Top of EXERCISE INPUT

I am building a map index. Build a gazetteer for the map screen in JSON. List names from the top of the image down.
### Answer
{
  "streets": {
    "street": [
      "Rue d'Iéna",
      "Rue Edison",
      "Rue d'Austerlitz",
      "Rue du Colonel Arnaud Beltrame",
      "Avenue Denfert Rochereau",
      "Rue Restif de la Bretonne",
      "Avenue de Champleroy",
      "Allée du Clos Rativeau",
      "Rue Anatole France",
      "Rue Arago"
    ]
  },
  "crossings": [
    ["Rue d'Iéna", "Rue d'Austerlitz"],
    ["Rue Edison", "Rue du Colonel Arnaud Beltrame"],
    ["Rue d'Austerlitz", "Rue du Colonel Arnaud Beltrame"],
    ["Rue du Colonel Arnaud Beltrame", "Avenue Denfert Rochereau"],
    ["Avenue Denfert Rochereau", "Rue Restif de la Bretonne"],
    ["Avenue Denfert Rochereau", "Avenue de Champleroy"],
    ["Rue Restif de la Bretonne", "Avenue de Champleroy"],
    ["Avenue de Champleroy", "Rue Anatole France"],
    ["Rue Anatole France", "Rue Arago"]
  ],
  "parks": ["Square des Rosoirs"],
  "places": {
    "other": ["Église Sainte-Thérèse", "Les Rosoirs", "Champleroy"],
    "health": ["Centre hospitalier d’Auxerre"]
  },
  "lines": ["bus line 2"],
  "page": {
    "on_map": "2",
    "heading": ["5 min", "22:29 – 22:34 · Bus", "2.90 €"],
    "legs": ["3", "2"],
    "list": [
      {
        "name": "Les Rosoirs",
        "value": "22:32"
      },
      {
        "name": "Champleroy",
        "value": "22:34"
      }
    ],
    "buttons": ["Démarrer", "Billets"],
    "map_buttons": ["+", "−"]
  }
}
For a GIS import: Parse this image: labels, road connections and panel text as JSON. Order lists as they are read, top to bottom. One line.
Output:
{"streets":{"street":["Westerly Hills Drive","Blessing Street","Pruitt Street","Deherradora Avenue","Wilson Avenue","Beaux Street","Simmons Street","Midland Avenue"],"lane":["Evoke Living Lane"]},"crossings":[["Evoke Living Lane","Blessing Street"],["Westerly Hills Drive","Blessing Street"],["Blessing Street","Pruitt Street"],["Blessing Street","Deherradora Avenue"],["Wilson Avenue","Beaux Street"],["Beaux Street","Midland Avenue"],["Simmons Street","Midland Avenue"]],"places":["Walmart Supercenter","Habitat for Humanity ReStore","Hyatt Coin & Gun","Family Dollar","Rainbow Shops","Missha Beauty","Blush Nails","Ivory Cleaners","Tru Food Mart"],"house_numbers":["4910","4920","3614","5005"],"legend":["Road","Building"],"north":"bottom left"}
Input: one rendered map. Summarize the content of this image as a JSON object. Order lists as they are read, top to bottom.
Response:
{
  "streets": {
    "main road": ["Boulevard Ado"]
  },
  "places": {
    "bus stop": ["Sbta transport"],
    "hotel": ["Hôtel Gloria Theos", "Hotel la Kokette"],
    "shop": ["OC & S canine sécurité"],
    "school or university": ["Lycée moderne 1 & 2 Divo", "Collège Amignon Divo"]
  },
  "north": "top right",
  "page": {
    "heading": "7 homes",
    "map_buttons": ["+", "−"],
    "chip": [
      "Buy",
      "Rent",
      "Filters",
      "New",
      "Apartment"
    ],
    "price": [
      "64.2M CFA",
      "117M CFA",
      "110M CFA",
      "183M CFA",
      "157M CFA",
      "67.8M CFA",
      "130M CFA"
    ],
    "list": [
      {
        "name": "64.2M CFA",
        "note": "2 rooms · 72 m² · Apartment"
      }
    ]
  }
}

Bottom of EXERCISE INPUT

__PROBLEM REQUIREMENTS__:
Return the lines of the listing where the string "JSON" appears.

__TASK OUTPUT__:
I am building a map index. Build a gazetteer for the map screen in JSON. List names from the top of the image down.
For a GIS import: Parse this image: labels, road connections and panel text as JSON. Order lists as they are read, top to bottom. One line.
Input: one rendered map. Summarize the content of this image as a JSON object. Order lists as they are read, top to bottom.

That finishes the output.